Nous y revoilà, les soldes ont démarré ! Comme à chaque fois, l’un des premiers défis pour les équipes techniques est la gestion des pics de charge.

Voici donc 4 conseils de notre CTO expert en webperf pour passer plus sereinement cette affluence saisonnière :

1. Configurer le cache des ressources statiques

David : “Le cache des ressources statiques est souvent mal géré. Pourtant en utilisant un CDN (ou même Fasterize), il est possible de forcer le cache (NDRL sur les ressources cachables) pour une durée pré-définie. En fonctionnant ainsi, ce n’est plus le serveur qui sert et supporte la charge des requêtes de ces ressources mais les éventuels caches (Varnish, CDN, Fasterize, …) mis en place. De plus, les navigateurs avec ces ressources en cache ne resolliciterons pas systématiquement le serveur à chaque chargement de page.

2. Gérer les ressources dynamiques

David : “Les ressources dynamiques sont une affaire de compromis.

1er cas : vous avez des pages qui deviennent non cachables à cause d’une partie personnalisée minime (le nombre d’éléments dans le panier ou bien le nom de l’utilisateur connecté).
Dans ce cas-ci, il est possible de mettre en cache la page sans prendre en compte les éléments dynamiques de celle-ci. Les éléments dynamiques pourront être chargés dans un second temps grâce un script JS.
La page s’affichera donc en deux temps mais les éléments principaux de la page (les éléments cachables) seront visibles beaucoup plus tôt. En plus de gagner en vitesse, cette méthode allège le travail des serveurs (qui ne généreront plus qu’une petite partie de la page à tous les utilisateurs).

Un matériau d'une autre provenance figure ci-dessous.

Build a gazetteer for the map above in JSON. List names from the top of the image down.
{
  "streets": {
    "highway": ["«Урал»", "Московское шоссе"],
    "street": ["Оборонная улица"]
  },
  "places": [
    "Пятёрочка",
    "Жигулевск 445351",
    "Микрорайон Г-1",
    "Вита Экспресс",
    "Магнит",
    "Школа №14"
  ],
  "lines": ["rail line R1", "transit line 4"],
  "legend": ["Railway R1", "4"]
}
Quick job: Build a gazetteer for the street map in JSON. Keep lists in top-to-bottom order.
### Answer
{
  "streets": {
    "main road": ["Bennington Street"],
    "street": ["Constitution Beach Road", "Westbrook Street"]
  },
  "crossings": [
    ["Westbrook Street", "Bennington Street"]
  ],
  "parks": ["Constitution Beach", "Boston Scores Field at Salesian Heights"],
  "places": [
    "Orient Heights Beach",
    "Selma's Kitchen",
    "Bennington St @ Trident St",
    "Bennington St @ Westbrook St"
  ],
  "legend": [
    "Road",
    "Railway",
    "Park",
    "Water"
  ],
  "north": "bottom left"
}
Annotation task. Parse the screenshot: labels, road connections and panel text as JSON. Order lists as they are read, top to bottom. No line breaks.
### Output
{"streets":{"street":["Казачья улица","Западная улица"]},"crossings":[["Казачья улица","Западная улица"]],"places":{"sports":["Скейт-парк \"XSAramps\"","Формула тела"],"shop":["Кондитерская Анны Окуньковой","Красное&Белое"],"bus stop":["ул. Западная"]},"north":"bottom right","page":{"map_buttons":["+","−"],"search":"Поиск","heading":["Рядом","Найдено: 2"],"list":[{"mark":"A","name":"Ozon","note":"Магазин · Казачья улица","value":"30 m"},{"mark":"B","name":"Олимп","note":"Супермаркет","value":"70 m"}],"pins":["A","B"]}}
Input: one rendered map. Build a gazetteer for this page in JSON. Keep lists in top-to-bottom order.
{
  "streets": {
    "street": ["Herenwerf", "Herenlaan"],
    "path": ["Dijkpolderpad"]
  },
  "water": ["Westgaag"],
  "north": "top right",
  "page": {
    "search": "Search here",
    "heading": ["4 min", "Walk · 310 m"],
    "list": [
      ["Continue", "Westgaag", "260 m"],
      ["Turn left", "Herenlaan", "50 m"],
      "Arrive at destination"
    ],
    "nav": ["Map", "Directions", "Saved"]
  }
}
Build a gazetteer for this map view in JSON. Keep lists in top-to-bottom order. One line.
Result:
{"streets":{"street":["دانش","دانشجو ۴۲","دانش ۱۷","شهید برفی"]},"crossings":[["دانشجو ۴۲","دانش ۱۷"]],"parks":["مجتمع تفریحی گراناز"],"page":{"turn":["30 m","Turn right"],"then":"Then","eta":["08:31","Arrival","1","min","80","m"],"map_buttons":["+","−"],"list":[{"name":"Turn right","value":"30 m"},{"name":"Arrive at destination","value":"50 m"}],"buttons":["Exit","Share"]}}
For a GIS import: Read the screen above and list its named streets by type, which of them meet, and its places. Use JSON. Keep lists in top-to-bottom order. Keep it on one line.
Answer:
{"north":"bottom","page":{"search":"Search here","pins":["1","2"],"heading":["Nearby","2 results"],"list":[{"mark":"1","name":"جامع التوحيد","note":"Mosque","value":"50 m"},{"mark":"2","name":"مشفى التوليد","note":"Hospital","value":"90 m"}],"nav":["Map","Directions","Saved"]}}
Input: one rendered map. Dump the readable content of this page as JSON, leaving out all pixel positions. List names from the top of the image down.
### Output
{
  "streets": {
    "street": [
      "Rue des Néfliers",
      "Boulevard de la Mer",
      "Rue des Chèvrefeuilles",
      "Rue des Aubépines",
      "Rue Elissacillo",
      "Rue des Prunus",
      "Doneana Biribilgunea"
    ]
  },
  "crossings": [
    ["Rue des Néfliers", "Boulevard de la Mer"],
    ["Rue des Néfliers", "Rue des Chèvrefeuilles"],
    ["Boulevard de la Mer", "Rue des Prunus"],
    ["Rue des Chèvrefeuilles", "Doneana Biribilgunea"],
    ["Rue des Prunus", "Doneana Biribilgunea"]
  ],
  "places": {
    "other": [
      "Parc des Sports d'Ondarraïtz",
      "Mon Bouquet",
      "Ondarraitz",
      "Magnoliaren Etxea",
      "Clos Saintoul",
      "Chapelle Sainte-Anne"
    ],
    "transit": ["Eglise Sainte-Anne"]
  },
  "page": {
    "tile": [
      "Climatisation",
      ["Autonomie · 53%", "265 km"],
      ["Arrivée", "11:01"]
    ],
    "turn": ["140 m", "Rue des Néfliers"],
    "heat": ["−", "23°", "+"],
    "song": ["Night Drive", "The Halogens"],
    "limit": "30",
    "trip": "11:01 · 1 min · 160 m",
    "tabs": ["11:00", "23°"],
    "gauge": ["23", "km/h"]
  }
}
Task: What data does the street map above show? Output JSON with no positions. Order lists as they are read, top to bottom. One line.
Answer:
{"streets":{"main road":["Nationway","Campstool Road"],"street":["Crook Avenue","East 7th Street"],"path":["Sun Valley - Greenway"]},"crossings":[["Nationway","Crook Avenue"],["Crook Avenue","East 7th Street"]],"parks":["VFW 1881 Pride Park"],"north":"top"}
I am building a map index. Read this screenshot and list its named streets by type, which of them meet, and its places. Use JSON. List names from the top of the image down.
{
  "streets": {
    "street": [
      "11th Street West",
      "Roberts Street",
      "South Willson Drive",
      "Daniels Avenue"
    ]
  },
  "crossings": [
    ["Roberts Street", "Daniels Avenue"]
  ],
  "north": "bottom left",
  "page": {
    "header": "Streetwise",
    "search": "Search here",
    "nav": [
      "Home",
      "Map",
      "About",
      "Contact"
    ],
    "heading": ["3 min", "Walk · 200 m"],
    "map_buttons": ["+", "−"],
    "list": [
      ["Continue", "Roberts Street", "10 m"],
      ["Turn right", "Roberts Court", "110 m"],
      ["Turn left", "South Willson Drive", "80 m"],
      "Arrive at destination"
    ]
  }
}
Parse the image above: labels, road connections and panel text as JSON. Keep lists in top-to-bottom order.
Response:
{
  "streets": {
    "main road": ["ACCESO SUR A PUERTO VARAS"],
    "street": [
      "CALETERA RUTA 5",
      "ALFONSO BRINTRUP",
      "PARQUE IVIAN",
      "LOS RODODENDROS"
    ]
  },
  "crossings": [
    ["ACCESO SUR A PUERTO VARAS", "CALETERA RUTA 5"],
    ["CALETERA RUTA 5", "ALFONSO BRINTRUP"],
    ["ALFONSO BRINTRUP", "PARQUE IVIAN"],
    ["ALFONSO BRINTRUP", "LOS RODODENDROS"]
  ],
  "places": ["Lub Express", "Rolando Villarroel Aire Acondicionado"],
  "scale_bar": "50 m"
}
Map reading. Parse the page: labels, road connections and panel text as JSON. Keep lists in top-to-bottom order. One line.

Ce cache avancé fait partie des fonctionnalités du moteur Fasterize.
Pour en savoir plus sur le Smart Cache >>

2nd cas : vous servez des versions identiques de vos pages à tous les nouveaux utilisateurs et une version dynamique à vos “returning visitors”.
Il existe une technique que nous appelons, chez Fasterize, “Cookieless cache” (cache pour les utilisateurs sans cookie). Elle permet d’identifier les nouveaux utilisateurs afin de leur servir une version en cache. Les returning visitors continuent, eux, à reçevoir la version personnalisée issue du serveur du site.

La mise en cache, même pour des périodes très courtes (de une à plusieurs minutes) est primordiale dans la gestion des pics de charge. Il ne faut vraiment pas la négliger.

Pour en savoir plus sur les caches de Fasterize >>

3. Réduire le nombre de requêtes

David : “Pour réduire le nombre de requêtes, il existe plusieurs bonnes pratiques :

  • la concaténation : regroupement de fichiers CSS et JavaScript. De 10 fichiers JavaScript on passe à 2, ce qui réduit considérablement le nombre de requêtes vers le serveur.
  • le lazyloading d’image : les images situées au-dessus de la ligne de flottaison sont chargées en premier. Les autres images se chargent lorsque l’utilisateur scrolle. On évite ainsi de charger des images si l’utilisateur ne scrolle pas. On économise ainsi un certain nombre de requêtes inutiles.
  • l’inlining des images : les petites images sont directement integrées dans le code HTML de la page.
  • le spriting des images : applique le même principe que la concaténation aux images. Ainsi plusieurs images n’en feront plus qu’une seule aux yeux du serveur. Cette pratique ne convient qu’aux images de layout (logo, bouton, etc …)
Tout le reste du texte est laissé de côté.